Motoring Columnist Brian McDaid looks back on the memories conjured by numberplates of five cars from different parts of his life…
In this photographic digital age, there is an ever increasing need to protect your identity and privacy. There is an ever increasing amount of photos appearing where part or all of the number plates of cars are covered over from view.
Fully appreciating the need for this to happen, I think in the future the help that photography did in recording and helping in dating local history in the past will be missing a vital link in the future.
Plates
Part of the self made calendar I use throughout my life is based around who had what car when and what was it number plate.
It will give me an idea of what year was what year measured in time by the cars of the people around me when I was growing up.
Some numbers I had off by heart, HIH 866 and KIH 459, my father’s old grey Anglia Estate and the ESB lorry he drove, HIH 281, my grandfather’s old red Opel Kadette all numbers I would always be glad to see, and even both my father and grandfather have long since passed on.
I now work on the back road in Letterkenny years on and there are days when the sound and way a careful truck driver will ease his lorry into the hill outside my window, the sound of the engine pulling up the hill, makes me want to look out and see my father’s old ESB lorry pull up momentarily on the Back Road like it did years ago so that us as children can quickly pile into it to get a lift up home.
IH 7498
This is the number plate of a van that I have never seen. It was in my family long before I was ever born.
The stories of great adventures were told over cups of tea and how it was used by my grandfather to sell clothes door to door after he retired from Irish Shell and BP back in1948. Then on weekends it doubled up as the family car as old wooden mineral boxes were turned upside down and used as seats in the back and the family would head down to Cork to see their son Nelius (Fr.Mark) who was going on for the priesthood. And old black and white photos of this van painted the picture in my mind that it was a lovely black van.
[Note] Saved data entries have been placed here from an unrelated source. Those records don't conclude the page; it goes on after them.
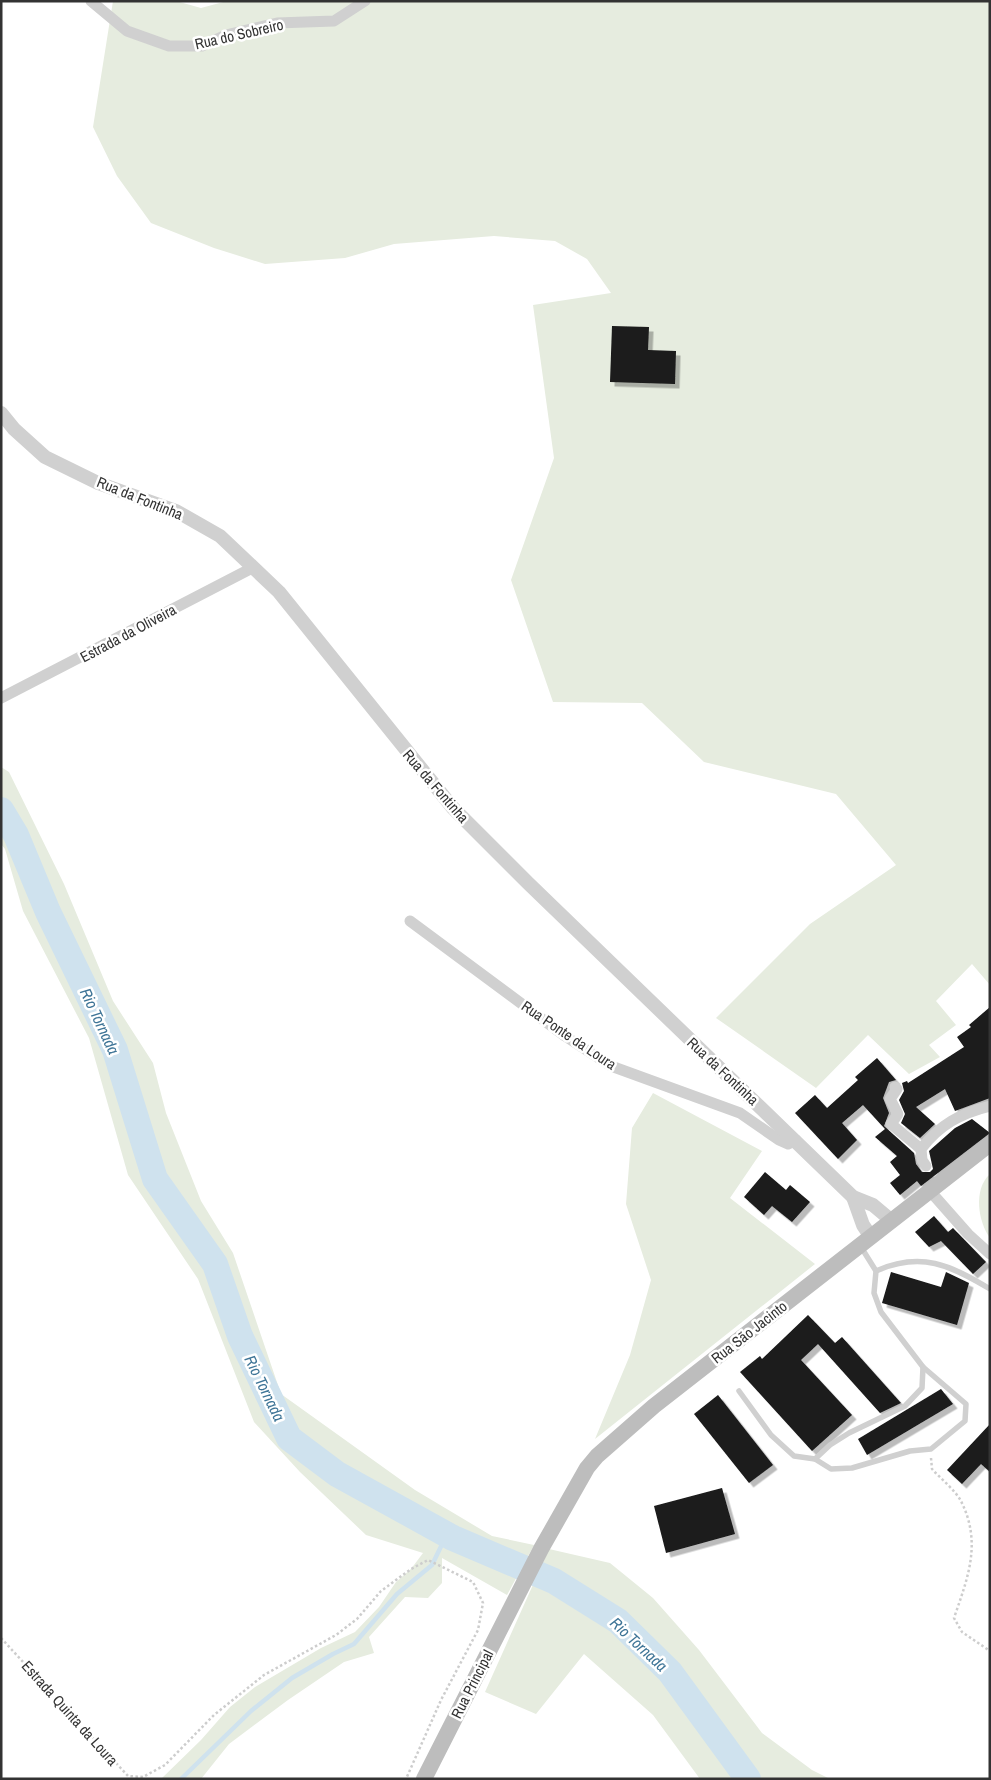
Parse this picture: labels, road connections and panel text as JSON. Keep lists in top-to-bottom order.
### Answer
{
  "streets": {
    "main road": ["Rua São Jacinto", "Rua Principal"],
    "street": [
      "Rua do Sobreiro",
      "Rua da Fontinha",
      "Estrada da Oliveira",
      "Rua Ponte da Loura"
    ],
    "path": ["Estrada Quinta da Loura"]
  },
  "crossings": [
    ["Rua da Fontinha", "Estrada da Oliveira"],
    ["Rua da Fontinha", "Rua Ponte da Loura"],
    ["Rua da Fontinha", "Rua São Jacinto"],
    ["Rua São Jacinto", "Rua Principal"]
  ],
  "water": ["Rio Tornada"]
}
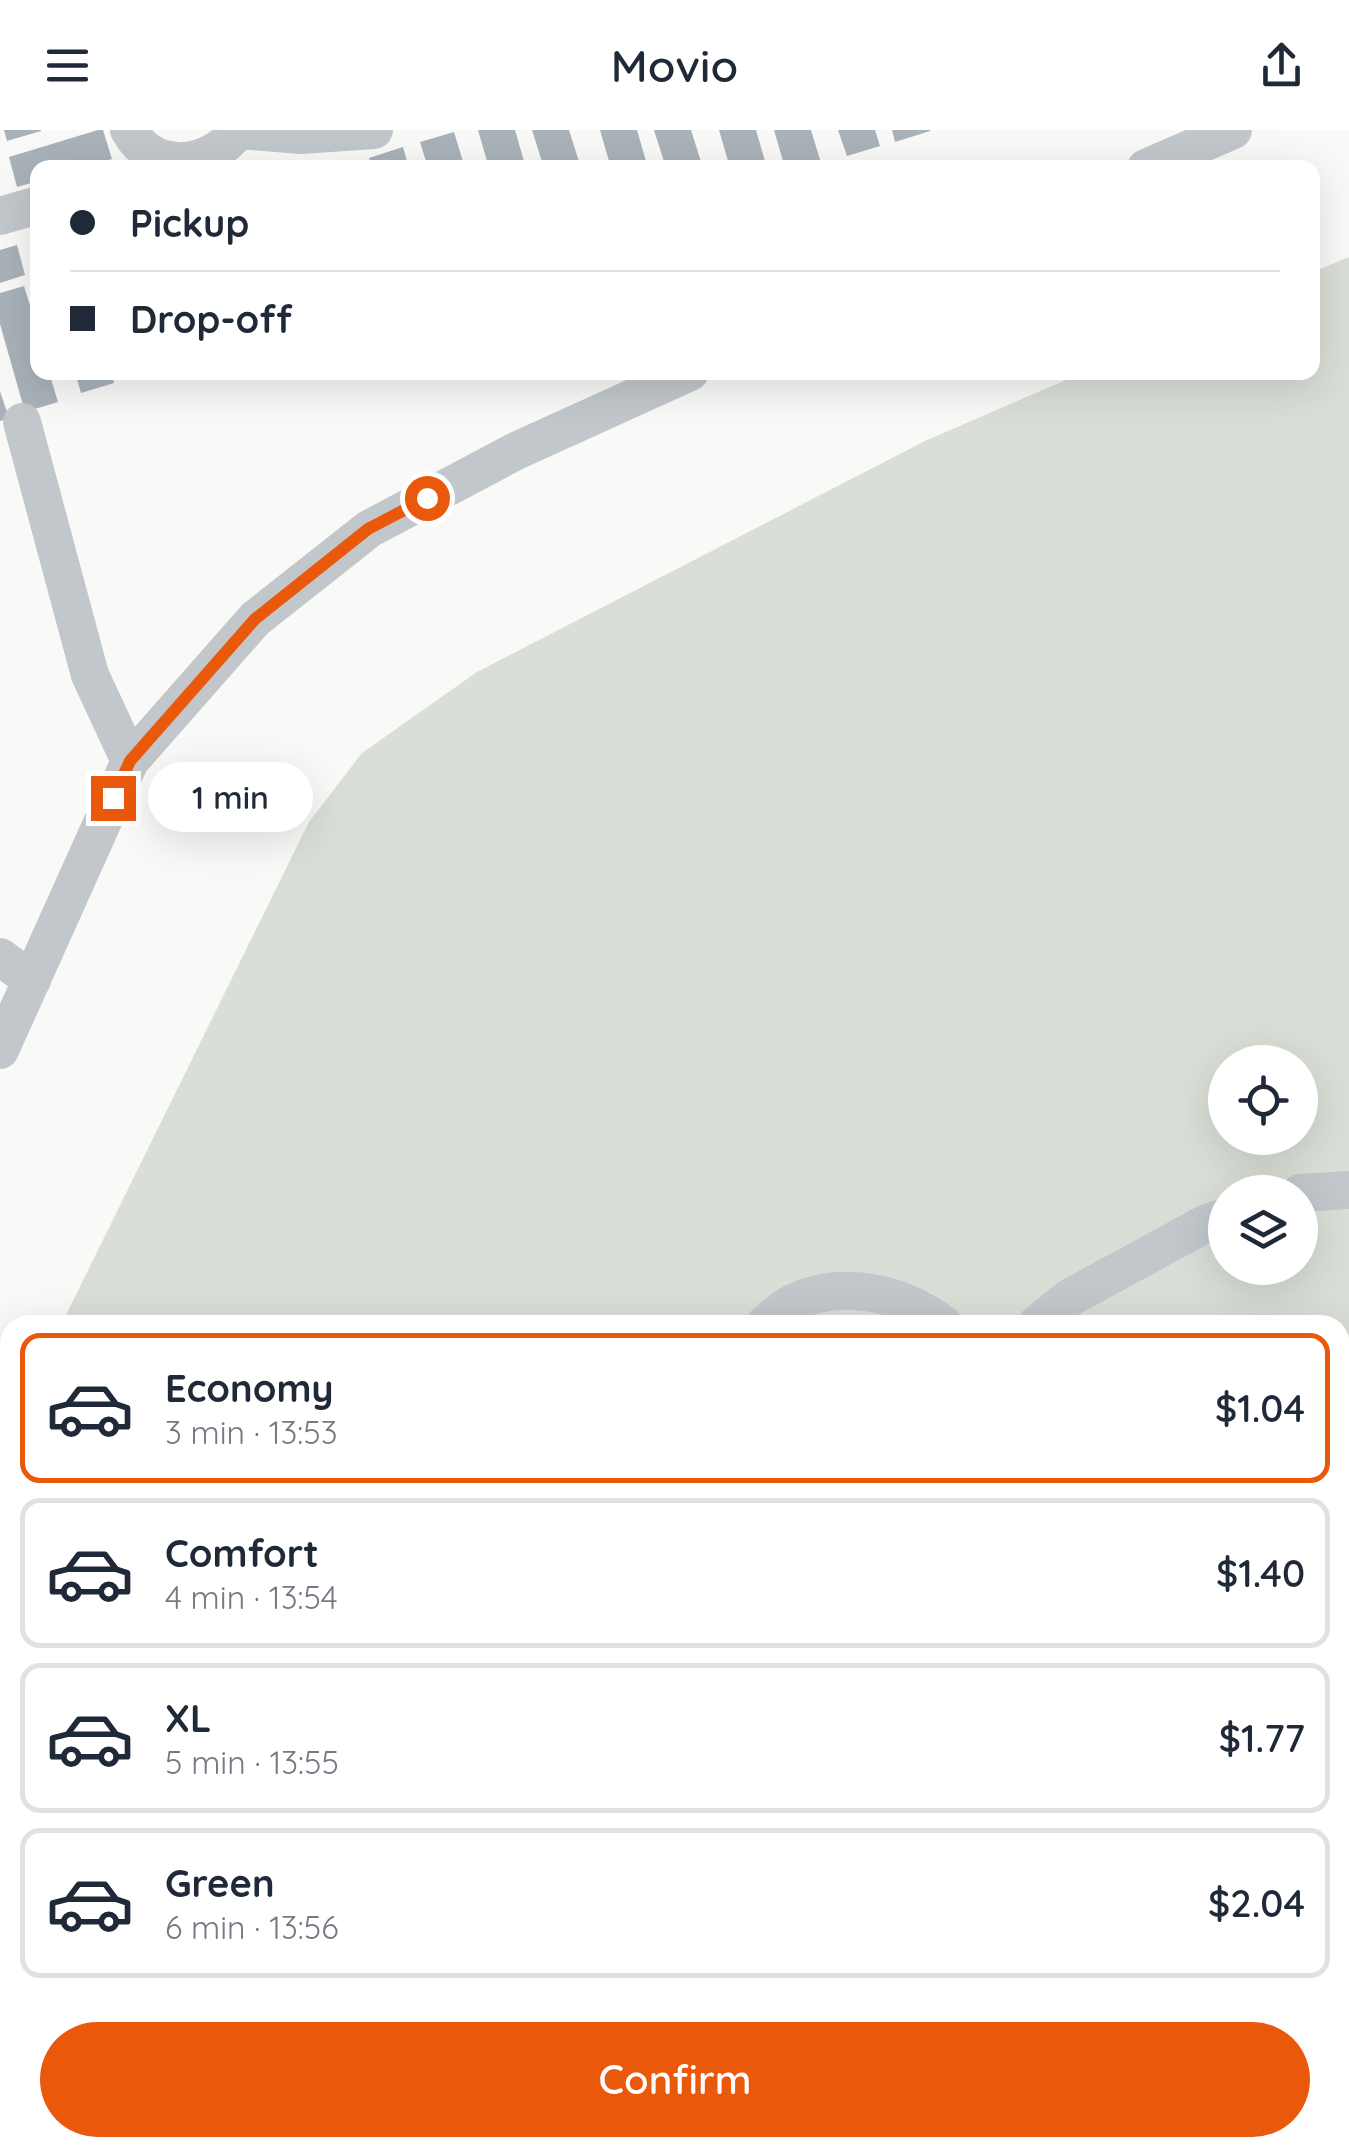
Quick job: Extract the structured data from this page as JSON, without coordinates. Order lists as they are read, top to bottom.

But a conversation with my Auntie Bida years ago when I changed my car and called down to show it to her and when she was blessing it with holy water outside her front door in the Back Road, she said, “Do you know this, that wine colour of your new car is the exact same colour of your grandfather’s van”.
Passing on that detail of the colour of something from an old black and white photo gives you the possibility of imagining what colours everything else could have been in old family photos.
UYY 256S
This is a number plate I never seem to forget, mind you when I first seen the vehicle it was going too fast for me to even see its number plate. In fact I never seen it in real life on the car, it was just only in photographs after the Donegal International Rally of 1978. In the limited amount of coverage that motorsport got back then that built this memory of an amazing weekend in June over 40 years ago.
There was a bit of serendipity in the local story of the registration of this car, that will not come up in a google search. It was one of David Sutton’s famous RS1800 of the seventies that came to Donegal in that decade and won the event. (I think the 1979 winning escort if Brian Nelsons better known as the Tuca Tile escort was also from the same Sutton stable, but I could be wrong.)
UYY 256S arrived in 1978 to compete in the Donegal Rally that year. The S at the end of the registration would suggest that the car was brand new for that year’s Donegal rally. The 256 in the number plate just happened to be the same order that the old three digit phone number of local sponsor for this works escort that year Hegarty’s Auto Service in Ballymacool, “phone Letterkenny 256” as the adds would say.
UYY 256S was the number plate for Ari Vatenan’s escort which graced a June weekend in Donegal for the young Flying Finn and his Co-driver Peter Bryant. Donegal always got the best that was about competing, but this young fair haired Finn just moved the bar that notch higher with his flamboyant and very fast style of driving. For a young spectator out watching the Donegal rally for the very first year this car and its number plate and that Donegal rally has always been the rally to remember. Even years after the black escort was changed from its Xpack type arches and painted in the Rothmans team colours that old Registration was still there to track its progress.
422 PI
The most recent number plate that I often think about is that of an other black escort that I photographed many times over one weekend in June in 2015.
422 PI which went on to win the National section of Donegal that year in the hands of the late Manus Kelly. It has one of those journeys, “PI” was just one of the many modified cars that came to Donegal that year competed with the cream of rallying and came out on top, I remember looking at it after the Donegal rally when Manus took it to Glenswilly National School the week after he won the National, and I’m sure like me growing up some of them young children will remember the registration of that memory from their childhood.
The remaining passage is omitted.